Segunda-feira, 23 de dezembro de 2024
Por Gelson Santana | 31 de outubro de 2024
Vinicius Jr (foto) e o time Real Madrid não foram na entrega Prêmio Bola de Ouro
Foto: Divulgação/Real MadridEsta coluna reflete a opinião de quem a assina e não do Jornal O Sul. O Jornal O Sul adota os princípios editorias de pluralismo, apartidarismo, jornalismo crítico e independência.
Uma das notícias que pautou o jornalismo mundial ,e na rodinha do papo entre amigos e amigas, foi a ausência do Vinicius Jr e do time Real Madrid na entrega Prêmio Bola de Ouro. Mas, o combustível do debate não passou pela régua do merecimento futebolístico e sim uma provável retaliação por seu ativismo na luta contra o racismo.
E aqui entre nós: não tem como fugir dessa robusta hipótese. Até porque o país que ele atua é conhecido há séculos por, parte da população, ter esse comportamento absurdo. Está na história. As primeiras atitudes racistas surgiram lá no século XV com muçulmanos e judeus.
Seis séculos depois essa cultura continua em campo. A LaLiga (Campeonato Espanhol de Futebol da Espanha) divulgou uma lista com atualização da situação de casos de ataques racistas e de ódio no Campeonato Espanhol. O craque Vinicius sofreu 21 insultos preconceituosos nos últimos anos.
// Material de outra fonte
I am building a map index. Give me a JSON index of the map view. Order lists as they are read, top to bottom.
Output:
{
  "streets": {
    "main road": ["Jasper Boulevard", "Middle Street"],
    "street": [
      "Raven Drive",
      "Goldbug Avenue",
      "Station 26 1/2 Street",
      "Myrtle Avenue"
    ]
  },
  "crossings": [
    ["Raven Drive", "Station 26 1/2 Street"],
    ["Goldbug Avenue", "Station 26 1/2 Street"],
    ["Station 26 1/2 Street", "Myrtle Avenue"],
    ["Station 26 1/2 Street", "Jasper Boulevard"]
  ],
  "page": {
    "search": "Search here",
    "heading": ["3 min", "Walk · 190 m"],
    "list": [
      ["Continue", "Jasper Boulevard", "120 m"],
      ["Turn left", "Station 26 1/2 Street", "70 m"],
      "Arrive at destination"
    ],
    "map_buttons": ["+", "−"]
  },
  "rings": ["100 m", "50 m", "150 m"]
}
Todos nós sabemos o que milhões de negros, mundo afora, sofrem com atitudes e violência racial. Eu testemunhei inúmeras e vivenciei duas que até hoje minha memória não apagou: o racismo também dentro do sindicalismo.
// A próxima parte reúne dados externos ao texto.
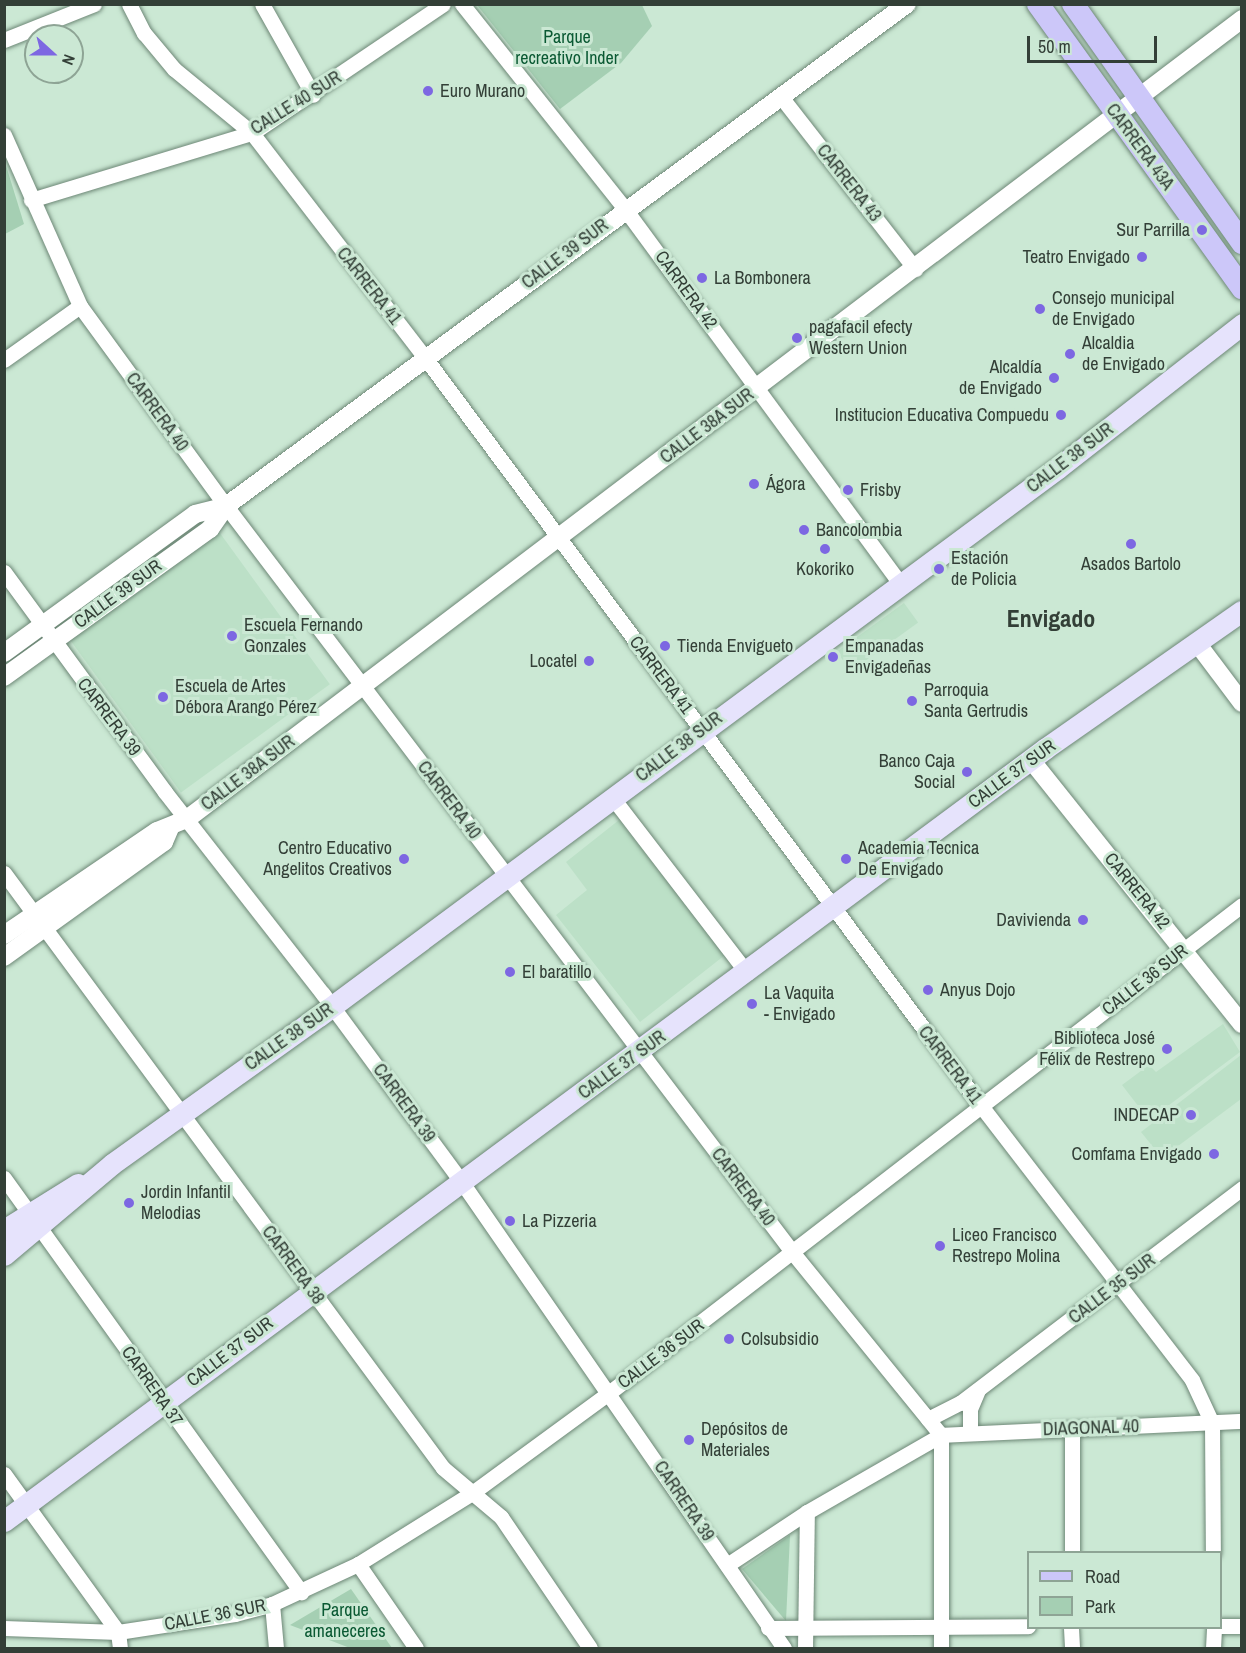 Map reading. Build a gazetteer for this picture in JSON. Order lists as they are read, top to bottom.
{
  "streets": {
    "main road": ["CARRERA 43A", "CALLE 38 SUR", "CALLE 37 SUR"],
    "street": [
      "CALLE 40 SUR",
      "CARRERA 43",
      "CALLE 39 SUR",
      "CARRERA 41",
      "CARRERA 42",
      "CARRERA 40",
      "CALLE 38A SUR",
      "CARRERA 39",
      "CALLE 36 SUR",
      "CARRERA 38",
      "CALLE 35 SUR",
      "CARRERA 37",
      "DIAGONAL 40"
    ]
  },
  "crossings": [
    ["CALLE 40 SUR", "CARRERA 41"],
    ["CALLE 40 SUR", "CARRERA 40"],
    ["CARRERA 43A", "CALLE 38A SUR"],
    ["CARRERA 43", "CALLE 39 SUR"],
    ["CARRERA 43", "CALLE 38A SUR"],
    ["CALLE 39 SUR", "CARRERA 41"],
    ["CALLE 39 SUR", "CARRERA 42"],
    ["CALLE 39 SUR", "CARRERA 40"],
    ["CALLE 39 SUR", "CARRERA 39"],
    ["CARRERA 41", "CALLE 38A SUR"],
    ["CARRERA 41", "CALLE 38 SUR"],
    ["CARRERA 41", "CALLE 37 SUR"],
    ["CARRERA 41", "CALLE 36 SUR"],
    ["CARRERA 41", "CALLE 35 SUR"],
    ["CARRERA 41", "DIAGONAL 40"],
    ["CARRERA 42", "CALLE 38A SUR"],
    ["CARRERA 42", "CALLE 38 SUR"],
    ["CARRERA 42", "CALLE 37 SUR"],
    ["CARRERA 42", "CALLE 36 SUR"],
    ["CARRERA 40", "CALLE 38A SUR"],
    ["CARRERA 40", "CALLE 38 SUR"],
    ["CARRERA 40", "CALLE 37 SUR"],
    ["CARRERA 40", "CALLE 36 SUR"],
    ["CARRERA 40", "CALLE 35 SUR"],
    ["CARRERA 40", "DIAGONAL 40"],
    ["CALLE 38A SUR", "CARRERA 39"],
    ["CALLE 38A SUR", "CARRERA 38"],
    ["CALLE 38 SUR", "CARRERA 39"],
    ["CALLE 38 SUR", "CARRERA 38"],
    ["CALLE 38 SUR", "CARRERA 37"],
    ["CARRERA 39", "CALLE 37 SUR"],
    ["CARRERA 39", "CALLE 36 SUR"],
    ["CALLE 37 SUR", "CARRERA 38"],
    ["CALLE 37 SUR", "CARRERA 37"],
    ["CALLE 36 SUR", "CARRERA 38"],
    ["CALLE 36 SUR", "CARRERA 37"]
  ],
  "districts": ["Envigado"],
  "parks": ["Parque recreativo Inder", "Parque amaneceres"],
  "places": [
    "Euro Murano",
    "Sur Parrilla",
    "Teatro Envigado",
    "La Bombonera",
    "Consejo municipal de Envigado",
    "pagafacil efecty Western Union",
    "Alcaldia de Envigado",
    "Alcaldía de Envigado",
    "Institucion Educativa Compuedu",
    "Ágora",
    "Frisby",
    "Bancolombia",
    "Asados Bartolo",
    "Kokoriko",
    "Estación de Policia",
    "Escuela Fernando Gonzales",
    "Tienda Envigueto",
    "Empanadas Envigadeñas",
    "Locatel",
    "Escuela de Artes Débora Arango Pérez",
    "Parroquia Santa Gertrudis",
    "Banco Caja Social",
    "Centro Educativo Angelitos Creativos",
    "Academia Tecnica De Envigado",
    "Davivienda",
    "El baratillo",
    "Anyus Dojo",
    "La Vaquita - Envigado",
    "Biblioteca José Félix de Restrepo",
    "INDECAP",
    "Comfama Envigado",
    "Jordin Infantil Melodias",
    "La Pizzeria",
    "Liceo Francisco Restrepo Molina",
    "Colsubsidio",
    "Depósitos de Materiales"
  ],
  "legend": ["Road", "Park"],
  "scale_bar": "50 m",
  "north": "right"
}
Eu, na década de 90 estava em uma obra, na zona sul em Porto Alegre fazendo um discurso sobre a importância dos trabalhadores terem consciência da sua união em prol das conquistas salariais. Era uma obra para construção da sede de uma entidade associativa. Eis que no meio da minha fala surge um homem branco gritando:“ o que esse negro sem vergonha está fazendo discurso aqui na obra… sai… sai…”. Os trabalhadores constrangidos saíram e eu fui embora por não ter para quem falar.
Outro triste momento que vivi também, em canteiro. Estava conversando com os trabalhadores e surge um homem branco gritando: “esse negro aqui, tirem esse negro daqui… tirem esse negro aqui do meu canteiro. Naquele momento eu consegui fazer com que parassem todos os trabalhadores. O grito dele não calou os trabalhadores.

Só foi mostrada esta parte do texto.